2.HE staining showed that the infiltration of inflammatory cells in spinal cord injury site of 4W C3-/- mice after clipping was significantly less than that of C3+/+ group, while residual normal tissue was more than that of C3+/+ mice.
The detection of CD68 positive cells by 3. flow cytometry showed that the activation degree of microglia / macrophage in 3D, 7d and C3-/- mice after injury was significantly weaker than that of C3+/+ mice.

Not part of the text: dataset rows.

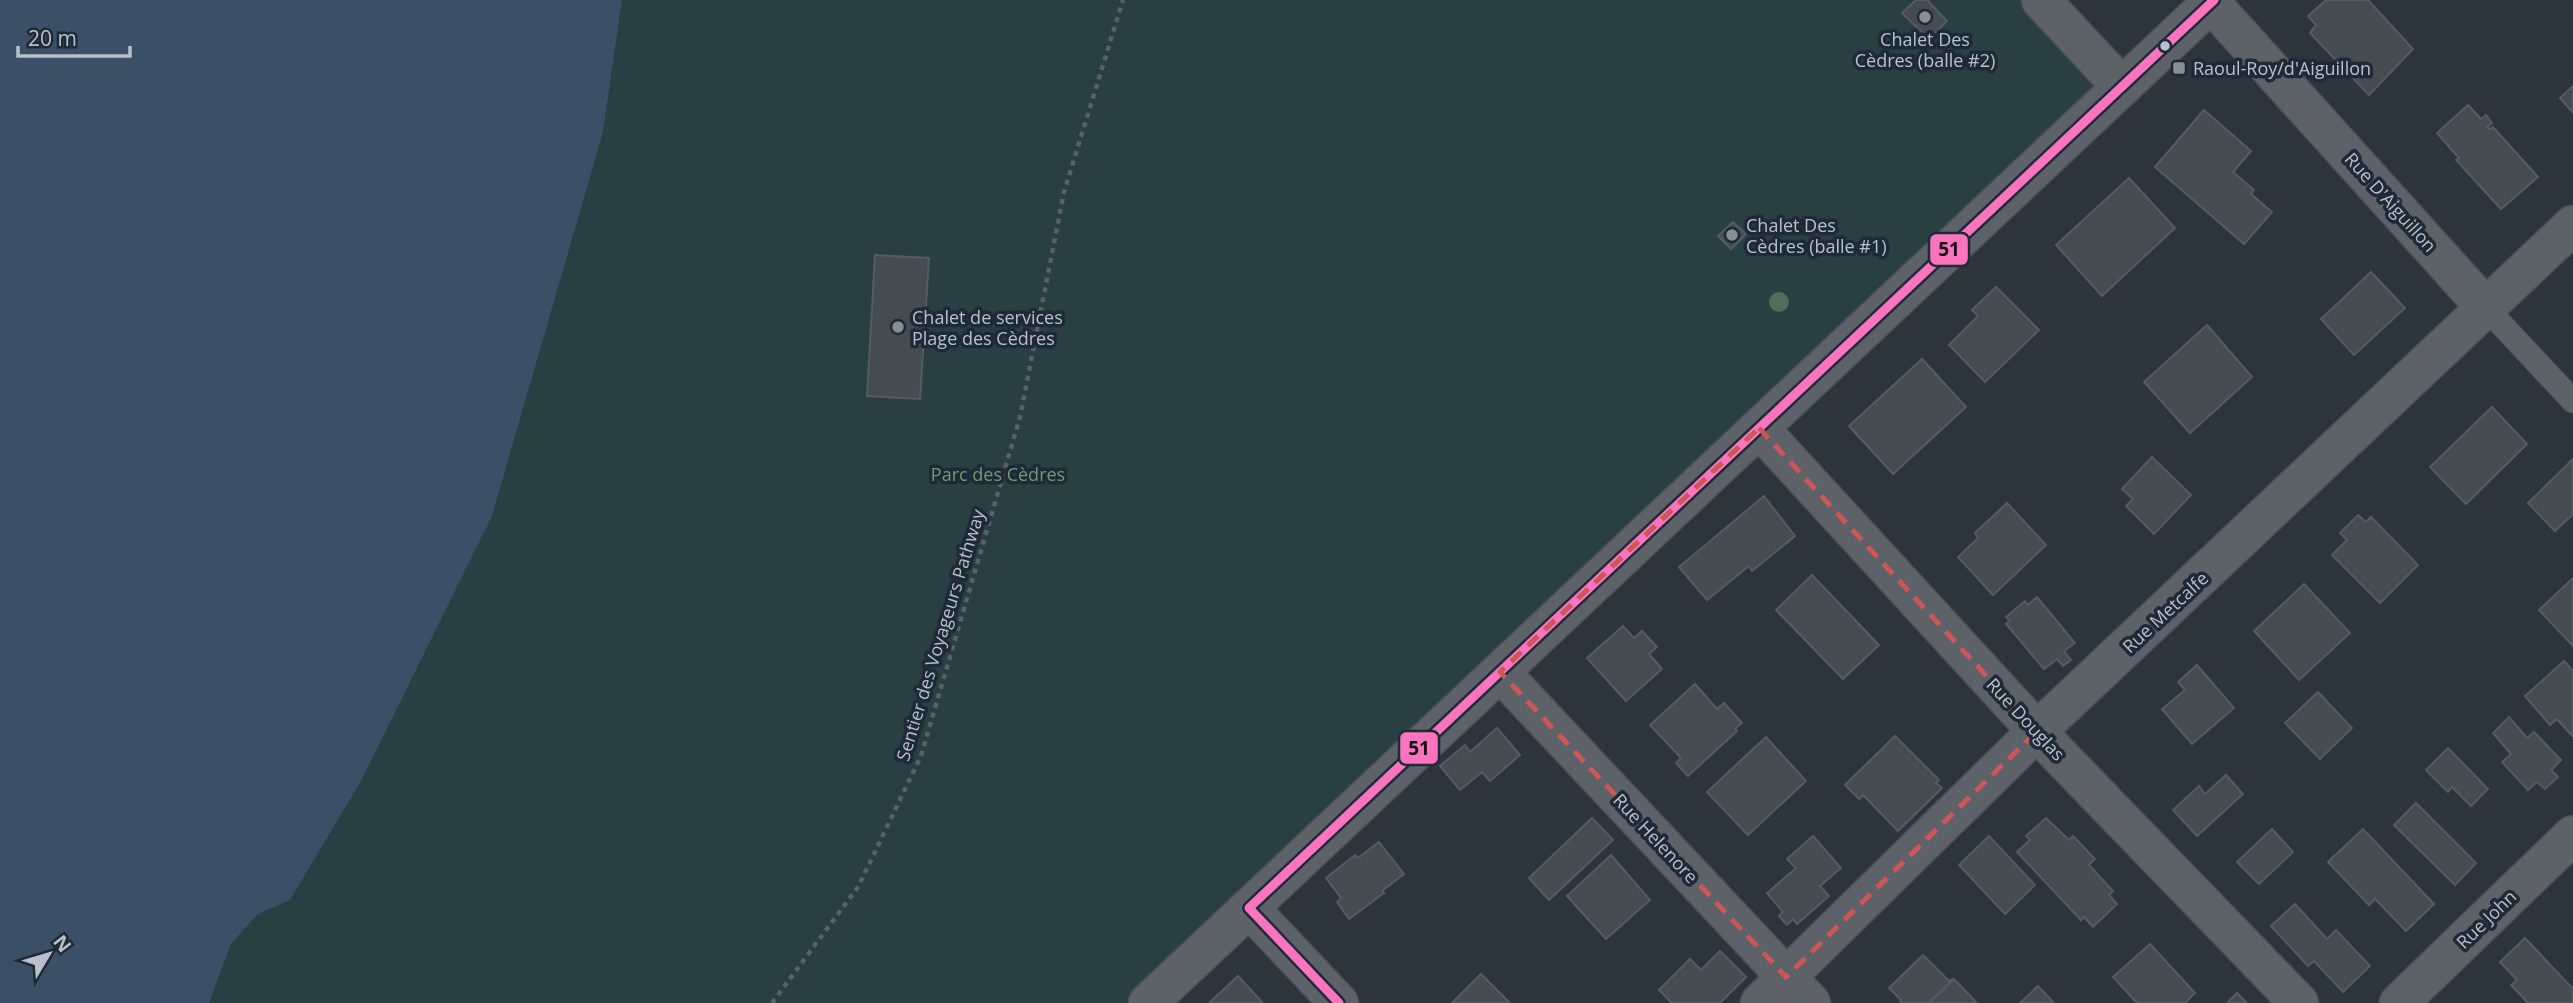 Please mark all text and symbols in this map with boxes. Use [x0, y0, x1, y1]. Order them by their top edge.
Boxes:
marker: Chalet Des Cèdres (balle #2) [1917, 9, 1933, 25]
scale bar [18, 14, 130, 58]
text: 20 m [28, 24, 77, 52]
place label: Chalet Des Cèdres (balle #2) [1855, 27, 1995, 72]
unlabelled marker [2158, 39, 2172, 53]
place label: Raoul-Roy/d'Aiguillon [2193, 56, 2371, 80]
marker: Raoul-Roy/d'Aiguillon [2171, 60, 2187, 76]
street label: Rue D'Aiguillon [2340, 147, 2442, 257]
place label: Chalet Des Cèdres (balle #1) [1746, 213, 1887, 258]
marker: Chalet Des Cèdres (balle #1) [1724, 227, 1740, 243]
line badge: 51 [1929, 233, 1969, 266]
text: 51 [1938, 236, 1960, 262]
place label: Chalet de services Plage des Cèdres [912, 305, 1063, 350]
marker: Chalet de services Plage des Cèdres [890, 319, 906, 335]
park label: Parc des Cèdres [931, 462, 1065, 486]
street label: Sentier des Voyageurs Pathway [890, 505, 990, 764]
street label: Rue Metcalfe [2117, 566, 2213, 658]
street label: Rue Douglas [1981, 673, 2071, 765]
line badge: 51 [1399, 731, 1439, 765]
text: 51 [1408, 735, 1430, 761]
street label: Rue Helenore [1608, 788, 1704, 888]
street label: Rue John [2451, 884, 2521, 954]
north arrow [14, 919, 84, 989]
text: N [47, 929, 77, 958]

4. immunohistochemistry and Western blot showed that the expression of 4W GFAP in C3-/- mice was significantly weaker than that of C3+/+ mice.
Conclusion:
1., this study confirms that serum albumin can stimulate the activation and proliferation of microglia, and promote its secretion of IL-1 beta, TNF- alpha and proinflammatory cytokines, suggesting that serum albumin may play an important role in CNS inflammatory response.
2., a stable, easy to operate and reproducible mouse SCI model was established in this study. It is not only suitable for the study of microglia activation and inflammatory response in acute phase of SCI, but also for SCI chronic astrocytes forming glial scar and nerve regeneration.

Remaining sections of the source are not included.